---------- INPUT DATA

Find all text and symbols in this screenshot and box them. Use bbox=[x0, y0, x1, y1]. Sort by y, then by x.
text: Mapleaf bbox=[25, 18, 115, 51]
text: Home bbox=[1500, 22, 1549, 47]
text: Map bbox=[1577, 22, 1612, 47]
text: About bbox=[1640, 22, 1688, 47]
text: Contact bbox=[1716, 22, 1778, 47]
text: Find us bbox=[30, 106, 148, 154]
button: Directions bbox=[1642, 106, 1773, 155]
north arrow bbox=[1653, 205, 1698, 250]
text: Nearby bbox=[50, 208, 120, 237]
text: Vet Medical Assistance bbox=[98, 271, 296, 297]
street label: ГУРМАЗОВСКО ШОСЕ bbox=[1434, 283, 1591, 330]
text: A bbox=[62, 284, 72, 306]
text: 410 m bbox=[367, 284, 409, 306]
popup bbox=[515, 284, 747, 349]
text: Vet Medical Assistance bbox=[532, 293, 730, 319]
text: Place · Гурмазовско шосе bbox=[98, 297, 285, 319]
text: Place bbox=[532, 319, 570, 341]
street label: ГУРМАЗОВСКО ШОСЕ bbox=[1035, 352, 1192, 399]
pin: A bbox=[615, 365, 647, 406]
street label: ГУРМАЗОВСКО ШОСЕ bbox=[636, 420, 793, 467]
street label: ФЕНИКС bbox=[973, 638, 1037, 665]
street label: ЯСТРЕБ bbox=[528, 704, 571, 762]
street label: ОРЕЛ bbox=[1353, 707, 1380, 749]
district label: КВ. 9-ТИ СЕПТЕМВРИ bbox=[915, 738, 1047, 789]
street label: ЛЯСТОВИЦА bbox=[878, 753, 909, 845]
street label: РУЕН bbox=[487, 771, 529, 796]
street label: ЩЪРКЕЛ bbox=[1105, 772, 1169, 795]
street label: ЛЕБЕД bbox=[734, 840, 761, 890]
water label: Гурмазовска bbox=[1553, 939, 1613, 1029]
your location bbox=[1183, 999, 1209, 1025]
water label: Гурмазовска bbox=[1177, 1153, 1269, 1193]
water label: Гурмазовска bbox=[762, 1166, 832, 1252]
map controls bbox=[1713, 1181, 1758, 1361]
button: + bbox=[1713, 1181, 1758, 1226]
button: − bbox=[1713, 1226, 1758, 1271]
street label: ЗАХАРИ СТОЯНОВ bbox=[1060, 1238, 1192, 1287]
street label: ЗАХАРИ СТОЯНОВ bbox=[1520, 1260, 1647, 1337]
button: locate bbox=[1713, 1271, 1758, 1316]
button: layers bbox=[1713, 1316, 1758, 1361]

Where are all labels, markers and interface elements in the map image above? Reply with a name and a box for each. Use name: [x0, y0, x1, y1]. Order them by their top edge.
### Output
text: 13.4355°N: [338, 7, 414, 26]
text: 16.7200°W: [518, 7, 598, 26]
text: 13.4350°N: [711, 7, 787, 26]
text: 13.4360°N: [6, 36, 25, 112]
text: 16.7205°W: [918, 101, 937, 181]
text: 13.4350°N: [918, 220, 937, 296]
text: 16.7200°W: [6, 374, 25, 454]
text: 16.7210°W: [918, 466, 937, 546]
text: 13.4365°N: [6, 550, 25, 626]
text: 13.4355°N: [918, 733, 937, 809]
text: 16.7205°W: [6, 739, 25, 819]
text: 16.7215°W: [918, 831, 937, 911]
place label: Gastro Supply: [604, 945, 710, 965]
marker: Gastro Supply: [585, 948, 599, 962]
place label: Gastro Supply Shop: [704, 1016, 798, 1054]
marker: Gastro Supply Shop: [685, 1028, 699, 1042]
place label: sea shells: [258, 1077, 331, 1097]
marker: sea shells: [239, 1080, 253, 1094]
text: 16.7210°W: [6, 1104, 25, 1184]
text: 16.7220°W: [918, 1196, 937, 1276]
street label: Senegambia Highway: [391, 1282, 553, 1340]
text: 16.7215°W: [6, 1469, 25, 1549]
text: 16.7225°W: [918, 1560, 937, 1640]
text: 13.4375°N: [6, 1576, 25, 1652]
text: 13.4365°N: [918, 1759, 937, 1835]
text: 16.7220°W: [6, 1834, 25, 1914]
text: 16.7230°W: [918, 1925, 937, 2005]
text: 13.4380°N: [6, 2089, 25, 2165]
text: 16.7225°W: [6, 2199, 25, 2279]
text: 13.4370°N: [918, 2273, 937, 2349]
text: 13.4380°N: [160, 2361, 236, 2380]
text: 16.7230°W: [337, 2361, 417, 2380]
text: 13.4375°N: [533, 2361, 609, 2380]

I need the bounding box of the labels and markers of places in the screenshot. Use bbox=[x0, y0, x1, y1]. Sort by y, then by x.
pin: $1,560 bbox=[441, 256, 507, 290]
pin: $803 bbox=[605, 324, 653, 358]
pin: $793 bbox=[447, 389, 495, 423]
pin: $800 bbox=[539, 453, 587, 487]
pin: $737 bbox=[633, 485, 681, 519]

--------------------

**PROMPT**
Please return every entry exactly as it appears.

**SOLUTION**
Find all text and symbols in this screenshot and box them. Use bbox=[x0, y0, x1, y1]. Sort by y, then by x.
text: Mapleaf bbox=[25, 18, 115, 51]
text: Home bbox=[1500, 22, 1549, 47]
text: Map bbox=[1577, 22, 1612, 47]
text: About bbox=[1640, 22, 1688, 47]
text: Contact bbox=[1716, 22, 1778, 47]
text: Find us bbox=[30, 106, 148, 154]
button: Directions bbox=[1642, 106, 1773, 155]
north arrow bbox=[1653, 205, 1698, 250]
text: Nearby bbox=[50, 208, 120, 237]
text: Vet Medical Assistance bbox=[98, 271, 296, 297]
street label: ГУРМАЗОВСКО ШОСЕ bbox=[1434, 283, 1591, 330]
text: A bbox=[62, 284, 72, 306]
text: 410 m bbox=[367, 284, 409, 306]
popup bbox=[515, 284, 747, 349]
text: Vet Medical Assistance bbox=[532, 293, 730, 319]
text: Place · Гурмазовско шосе bbox=[98, 297, 285, 319]
text: Place bbox=[532, 319, 570, 341]
street label: ГУРМАЗОВСКО ШОСЕ bbox=[1035, 352, 1192, 399]
pin: A bbox=[615, 365, 647, 406]
street label: ГУРМАЗОВСКО ШОСЕ bbox=[636, 420, 793, 467]
street label: ФЕНИКС bbox=[973, 638, 1037, 665]
street label: ЯСТРЕБ bbox=[528, 704, 571, 762]
street label: ОРЕЛ bbox=[1353, 707, 1380, 749]
district label: КВ. 9-ТИ СЕПТЕМВРИ bbox=[915, 738, 1047, 789]
street label: ЛЯСТОВИЦА bbox=[878, 753, 909, 845]
street label: РУЕН bbox=[487, 771, 529, 796]
street label: ЩЪРКЕЛ bbox=[1105, 772, 1169, 795]
street label: ЛЕБЕД bbox=[734, 840, 761, 890]
water label: Гурмазовска bbox=[1553, 939, 1613, 1029]
your location bbox=[1183, 999, 1209, 1025]
water label: Гурмазовска bbox=[1177, 1153, 1269, 1193]
water label: Гурмазовска bbox=[762, 1166, 832, 1252]
map controls bbox=[1713, 1181, 1758, 1361]
button: + bbox=[1713, 1181, 1758, 1226]
button: − bbox=[1713, 1226, 1758, 1271]
street label: ЗАХАРИ СТОЯНОВ bbox=[1060, 1238, 1192, 1287]
street label: ЗАХАРИ СТОЯНОВ bbox=[1520, 1260, 1647, 1337]
button: locate bbox=[1713, 1271, 1758, 1316]
button: layers bbox=[1713, 1316, 1758, 1361]

Where are all labels, markers and interface elements in the map image above? Reply with a name and a box for each. Use name: [x0, y0, x1, y1]. Order them by their top edge.
### Output
text: 13.4355°N: [338, 7, 414, 26]
text: 16.7200°W: [518, 7, 598, 26]
text: 13.4350°N: [711, 7, 787, 26]
text: 13.4360°N: [6, 36, 25, 112]
text: 16.7205°W: [918, 101, 937, 181]
text: 13.4350°N: [918, 220, 937, 296]
text: 16.7200°W: [6, 374, 25, 454]
text: 16.7210°W: [918, 466, 937, 546]
text: 13.4365°N: [6, 550, 25, 626]
text: 13.4355°N: [918, 733, 937, 809]
text: 16.7205°W: [6, 739, 25, 819]
text: 16.7215°W: [918, 831, 937, 911]
place label: Gastro Supply: [604, 945, 710, 965]
marker: Gastro Supply: [585, 948, 599, 962]
place label: Gastro Supply Shop: [704, 1016, 798, 1054]
marker: Gastro Supply Shop: [685, 1028, 699, 1042]
place label: sea shells: [258, 1077, 331, 1097]
marker: sea shells: [239, 1080, 253, 1094]
text: 16.7210°W: [6, 1104, 25, 1184]
text: 16.7220°W: [918, 1196, 937, 1276]
street label: Senegambia Highway: [391, 1282, 553, 1340]
text: 16.7215°W: [6, 1469, 25, 1549]
text: 16.7225°W: [918, 1560, 937, 1640]
text: 13.4375°N: [6, 1576, 25, 1652]
text: 13.4365°N: [918, 1759, 937, 1835]
text: 16.7220°W: [6, 1834, 25, 1914]
text: 16.7230°W: [918, 1925, 937, 2005]
text: 13.4380°N: [6, 2089, 25, 2165]
text: 16.7225°W: [6, 2199, 25, 2279]
text: 13.4370°N: [918, 2273, 937, 2349]
text: 13.4380°N: [160, 2361, 236, 2380]
text: 16.7230°W: [337, 2361, 417, 2380]
text: 13.4375°N: [533, 2361, 609, 2380]

I need the bounding box of the labels and markers of places in the screenshot. Use bbox=[x0, y0, x1, y1]. Sort by y, then by x.
pin: $1,560 bbox=[441, 256, 507, 290]
pin: $803 bbox=[605, 324, 653, 358]
pin: $793 bbox=[447, 389, 495, 423]
pin: $800 bbox=[539, 453, 587, 487]
pin: $737 bbox=[633, 485, 681, 519]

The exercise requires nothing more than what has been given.